Cascading Now Supports Tez–Spark and Storm Up Next

Alex Woodie, Datanami
May 13, 2014
http://www.datanami.com/2014/05/13/cascading-now-supports-tez-spark-storm-next

Concurrent, the company behind the open source Cascading framework, today unveiled a major update that will allow its customers to migrate their Hadoop applications from using MapReduce to use the new Apache Tez engine, without rewriting any business logic. Spark and Storm are next up on Cascading’s radar, Concurrent CTO Chris Wensel tells Datanami.

Analysts have billed 2014 as the year that Hadoop grows up and takes on the enterprise. Anecdotal evidence suggests that big companies, indeed, are moving away from tire-kicking phase and investing in production systems.

However, while Hadoop may have traded in his open source apparel a suit and tie, that doesn’t mean that all technology questions have been settled. Everybody in the Hadoop world seems to agree that the batch-oriented nature of MapReduce is on its way out. But what’s going to replace it? Apache Tez? Apache Spark? Apache Storm? Apache next? Nobody knows.

“You gotta pick your poison,” Wensel says. “A lot of those technologies overlap with each other. But there are also tradeoffs. And this game is all about tradeoffs.”

With Cascading, Concurrent is ideally situated to help customers minimize the risk of making the wrong tradeoff. The Cascading product does this by presenting a layer of abstraction between the application developer and the complex Hadoop APIs. The product–which is free and being downloaded 150,000 times per month–allows developers to write their business logic once using the simpler Cascading APIs (available for Java, Python, Scala, and other languages), and deploy the application using whichever Hadoop data fabric meets their needs.

For the last six months, Wensel has been working on the heart of Cascading, the customizable query planner, to enable it to support Apache Tez. It was a very big job, and Wensel did much of this work in collaboration with Hortonworks, which is particularly bullish on the prospects of Tez as a replacement for MapReduce. The result of that collaboration is now available in Cascading 3.0.

According to Wensel, it’s all about giving customers the flexibility to pick the Hadoop fabric that best fits their needs. “We’re seeing Tez and other technologies that are slightly more complex [than MapReduce], but give you more degrees of freedom to do more interesting things at the computation level,” he says.

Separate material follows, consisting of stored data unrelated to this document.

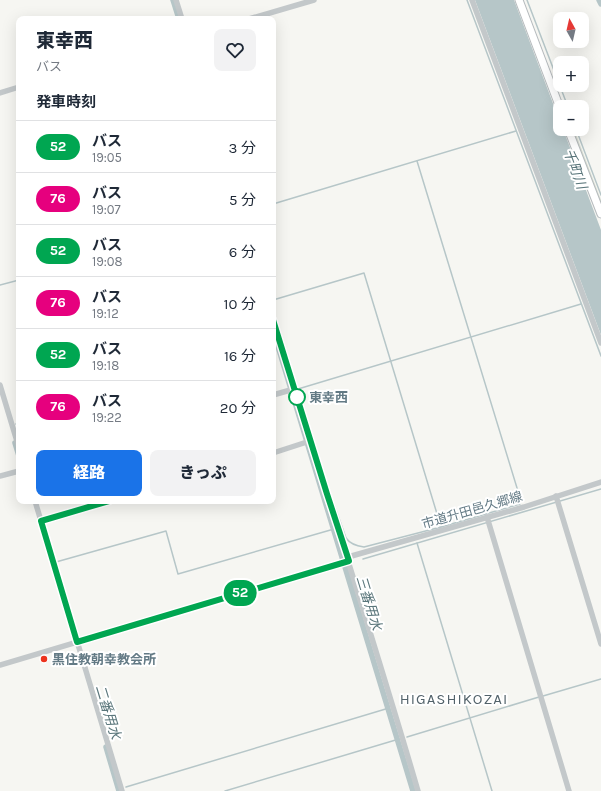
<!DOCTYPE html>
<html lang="ja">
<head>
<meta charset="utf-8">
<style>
	:root { --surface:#fff; --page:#f2f2f3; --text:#1f2937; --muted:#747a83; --line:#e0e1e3; --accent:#1a73e8 }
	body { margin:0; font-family:Karla,"Noto Sans JP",sans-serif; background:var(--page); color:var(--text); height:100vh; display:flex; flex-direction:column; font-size:15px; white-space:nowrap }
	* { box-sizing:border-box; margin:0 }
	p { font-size:13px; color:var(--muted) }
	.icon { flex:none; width:22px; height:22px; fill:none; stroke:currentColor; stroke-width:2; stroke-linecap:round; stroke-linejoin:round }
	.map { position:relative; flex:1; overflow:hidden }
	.side { position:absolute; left:16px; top:16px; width:260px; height:488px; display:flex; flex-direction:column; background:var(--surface); border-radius:8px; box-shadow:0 4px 16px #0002 }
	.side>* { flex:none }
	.badge { padding:0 8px; border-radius:13px; font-size:14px; line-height:26px }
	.needle { width:26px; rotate:352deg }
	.controls { position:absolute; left:553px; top:12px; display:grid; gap:8px }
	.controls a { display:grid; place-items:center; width:36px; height:36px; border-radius:8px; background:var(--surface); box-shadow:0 4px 16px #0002; font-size:20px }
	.map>.badge { position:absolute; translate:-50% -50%; box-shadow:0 0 0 2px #fff }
	h2 { padding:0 20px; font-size:15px; line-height:36px }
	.round { display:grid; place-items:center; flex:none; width:42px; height:42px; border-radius:8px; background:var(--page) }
	.summary { display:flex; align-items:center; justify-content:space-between; height:68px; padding:0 20px }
	h1 { font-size:19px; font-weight:800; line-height:30px }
	.action { display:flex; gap:8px; margin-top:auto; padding:8px 20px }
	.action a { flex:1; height:46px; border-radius:8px; background:var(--accent); color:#fff; font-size:16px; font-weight:800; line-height:46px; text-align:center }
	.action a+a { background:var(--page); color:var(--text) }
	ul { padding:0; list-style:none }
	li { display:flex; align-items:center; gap:12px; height:52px; padding:0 20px; border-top:1px solid var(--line) }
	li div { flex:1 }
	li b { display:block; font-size:15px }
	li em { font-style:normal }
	li .badge { min-width:44px; font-weight:700; text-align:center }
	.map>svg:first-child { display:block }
	.green { fill:#d8ded3 }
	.water { fill:#b6c6c8 }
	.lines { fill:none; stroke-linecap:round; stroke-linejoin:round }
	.stream { stroke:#b6c6c8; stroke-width:1.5 }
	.canal { stroke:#b6c6c8; stroke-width:5.5 }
	.major-casing { stroke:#b6bbbe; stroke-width:9 }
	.minor { stroke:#c3c8ca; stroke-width:5.5 }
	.major { stroke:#fff; stroke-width:7 }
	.line-casing { stroke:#fff; stroke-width:9 }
	.line { stroke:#00a651; stroke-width:6 }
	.stop-dot { fill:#fff; stroke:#00a651; stroke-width:2 }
	.poi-dot { fill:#ec321d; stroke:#fff; stroke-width:1.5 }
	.labels { text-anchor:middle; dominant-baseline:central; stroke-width:4; stroke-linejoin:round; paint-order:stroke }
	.stop-label { font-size:13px; font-weight:bold; fill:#637a85; stroke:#fff; text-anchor:start }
	.street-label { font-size:13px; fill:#637a85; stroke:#fff }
	.poi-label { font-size:13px; font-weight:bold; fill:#637a85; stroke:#fff; text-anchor:start }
	.water-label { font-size:14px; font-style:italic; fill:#5a767b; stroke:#fff }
	.quarter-label { font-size:15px; letter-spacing:1px; fill:#52626a; stroke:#fff }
</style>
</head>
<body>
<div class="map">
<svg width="601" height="791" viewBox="0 0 601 791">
	<rect width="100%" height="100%" fill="#f6f6f2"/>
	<!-- green -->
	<path class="green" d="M571,129H574L601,200V208Z"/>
	<!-- water -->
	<path class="water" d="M475,0H514L560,122V129H563L601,230V335Z"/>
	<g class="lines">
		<!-- stream -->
		<g class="stream">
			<path d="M467,0L601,356"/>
			<path d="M527,0L568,107"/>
			<path d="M576,129L601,195"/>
			<path d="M417,161L521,501"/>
			<path d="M273,204L516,131"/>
			<path d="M0,285L19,280"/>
			<path d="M273,300L364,273L441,527"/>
			<path d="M273,348L278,347"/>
			<path d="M298,389L581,304"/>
			<path d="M16,424L19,423"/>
			<path d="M330,493L346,538C350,544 357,546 364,547L441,527L520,504"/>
			<path d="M417,543L492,791"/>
			<path d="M363,559L601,489"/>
			<path d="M56,562L166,531L178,574L334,529"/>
			<path d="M543,696L601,679"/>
			<path d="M407,737L539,697"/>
			<path d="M126,787L389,708"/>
			<path d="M225,791L399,739"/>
		</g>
		<!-- canal -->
		<g class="canal">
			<path d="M173,0L179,19"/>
			<path d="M599,0L601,4"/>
			<path d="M273,330L413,791"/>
			<path d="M15,443L19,456"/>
			<path d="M106,747L119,791"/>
		</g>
		<!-- major casing -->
		<g class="major-casing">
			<g id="major">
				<path d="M519,0L560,108"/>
				<path d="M568,129L601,214"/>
			</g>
		</g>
		<!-- minor -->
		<g class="minor">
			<path d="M176,0L182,19"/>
			<path d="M472,0L601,343"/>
			<path d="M249,19L314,0"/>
			<path d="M0,93L19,87"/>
			<path d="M273,320C321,477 372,633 418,791"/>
			<path d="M0,385L19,448"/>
			<path d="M273,395L294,389"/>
			<path d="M273,453L310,441"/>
			<path d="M0,476L19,471"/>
			<path d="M556,496L601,644"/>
			<path d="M35,501L122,791"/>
			<path d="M487,517L569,791"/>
			<path d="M41,521L109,501"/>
			<path d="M348,557L524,507L601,482"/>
			<path d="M0,665L349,561"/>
		</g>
		<!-- major -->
		<use href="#major" class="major"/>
	</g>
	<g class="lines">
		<!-- line casing -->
		<g class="line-casing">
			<path id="line" d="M109,501L41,521L77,642L349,561L327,494L273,320"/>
		</g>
		<!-- line -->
		<use href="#line" class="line"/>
	</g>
	<!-- markers -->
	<circle class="stop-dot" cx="297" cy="397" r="8"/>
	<circle class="poi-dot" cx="44" cy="659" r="4"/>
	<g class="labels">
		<!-- stop labels -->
		<g class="stop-label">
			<text x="309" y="397">東幸西</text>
		</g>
		<!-- street labels -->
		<g class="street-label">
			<text transform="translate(472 510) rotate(-16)">市道升田邑久郷線</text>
		</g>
		<!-- poi labels -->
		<g class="poi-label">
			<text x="52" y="659">黒住教朝幸教会所</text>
		</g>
		<!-- water labels -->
		<g class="water-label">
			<text transform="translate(575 169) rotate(70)">千町川</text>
			<text transform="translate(369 603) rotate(73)">三番用水</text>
			<text transform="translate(108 712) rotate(73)">二番用水</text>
		</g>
		<!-- quarter labels -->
		<g class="quarter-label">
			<text x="454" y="699">HIGASHIKOZAI</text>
		</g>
	</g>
</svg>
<div class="controls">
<a><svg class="needle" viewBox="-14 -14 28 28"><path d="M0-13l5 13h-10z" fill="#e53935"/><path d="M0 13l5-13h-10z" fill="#747a83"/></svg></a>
<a>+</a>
<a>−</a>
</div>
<b class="badge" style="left:240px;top:593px;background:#00a651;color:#fff">52</b>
<section class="side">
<div class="summary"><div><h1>東幸西</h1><p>バス</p></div><a class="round"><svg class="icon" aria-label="heart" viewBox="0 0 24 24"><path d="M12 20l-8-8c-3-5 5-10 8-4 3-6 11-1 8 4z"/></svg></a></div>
<h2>発車時刻</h2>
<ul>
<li><span class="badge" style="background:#00a651;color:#fff">52</span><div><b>バス</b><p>19:05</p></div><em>3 分</em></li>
<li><span class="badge" style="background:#e6007e;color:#fff">76</span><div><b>バス</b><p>19:07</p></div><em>5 分</em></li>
<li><span class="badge" style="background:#00a651;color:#fff">52</span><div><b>バス</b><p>19:08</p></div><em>6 分</em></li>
<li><span class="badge" style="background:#e6007e;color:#fff">76</span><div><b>バス</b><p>19:12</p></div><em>10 分</em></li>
<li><span class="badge" style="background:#00a651;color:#fff">52</span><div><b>バス</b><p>19:18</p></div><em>16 分</em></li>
<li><span class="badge" style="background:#e6007e;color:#fff">76</span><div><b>バス</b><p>19:22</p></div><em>20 分</em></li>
</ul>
<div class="action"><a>経路</a><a>きっぷ</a></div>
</section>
</div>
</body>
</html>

Tez represents a “massive improvement” in the Hadoop model, and Wensel is excited to see how users will respond to support for Tez, which should provide an immediate performance boost upwards of 50 percent compared to MapReduce.

What’s more, Cascading will also allow users to dial up the performance even higher if they want, but perhaps take on more risk of the code falling and breaking. “We can give you a conservative rule engine, for Tez, but as Tez matures, we can give you a more aggressive rule engine,” Wensel says. “If you want turn it up to 11, go for it, but it might blow out your speakers.”

Next up on Wensel’s plate are Apache Spark and Storm. The company today also announced a partnership with Databricks, the company behind Apache Spark. Wensel and company will set out this summer to enable Cascading apps to utilize Spark within Hadoop. Some of the work he did on supporting Tez will carry over to Spark, or at least make it somewhat easier to support, he says.

While Spark seems to have a lot of momentum at the moment, Wensel still sees a bit of risk with Spark still, and doesn’t seem entirely sold on it. “People want to try Spark. We get it,” he says. “People want us to port Cascading to Spark so they can see if it’s better. I don’t know anybody in production with Spark, but I don’t know anybody in production on Tez either.” The timeframe? “We’re definitely going to get to that as quickly as we can,” he says. “We hope to get to it this summer.”

The way Wensel sees it, nobody can predict what technology is going to win in the end. It could be Tez, or it could be Apache Spark. “What you don’t want is the risk of learning a new API or a language on a new API just to get the tradeoff to realize the tradeoff was a bad one,” he says. “What did you do? Spend six months figuring out that was a huge mistake.”

It’s all about weighing the tradeoffs, and allowing people to experiment with the various Hadoop fabrics to find out what works best for them and avoid those million-dollar mistakes. By allowing people to experiment with Tez, Spark, and MapReduce, Cascading will let developers make apples to apples comparisons among the various “Baby Bear, Mama Bear, and Papa Bear technologies,” as the colorful Wensel puts it.

“If Spark doesn’t scale, then they’ll go to Tez. But Tez might be slower,” Wensel says. “If they have a smaller application that doesn’t [need to] scale, maybe they could leave that on Spark. But they can make these decisions without having to rewrite their applications. If they’re okay with 2 percent of their jobs failing, then maybe they’ll pick a different technology that’s faster, but maybe it will fail more frequently. If they never can have it ever fail and they just need predictability, they may stick with [Papa Bear] MapReduce because it’s extremely stable and mature. People want to be able to make these choices. They don’t want just one technology.” Amen to that.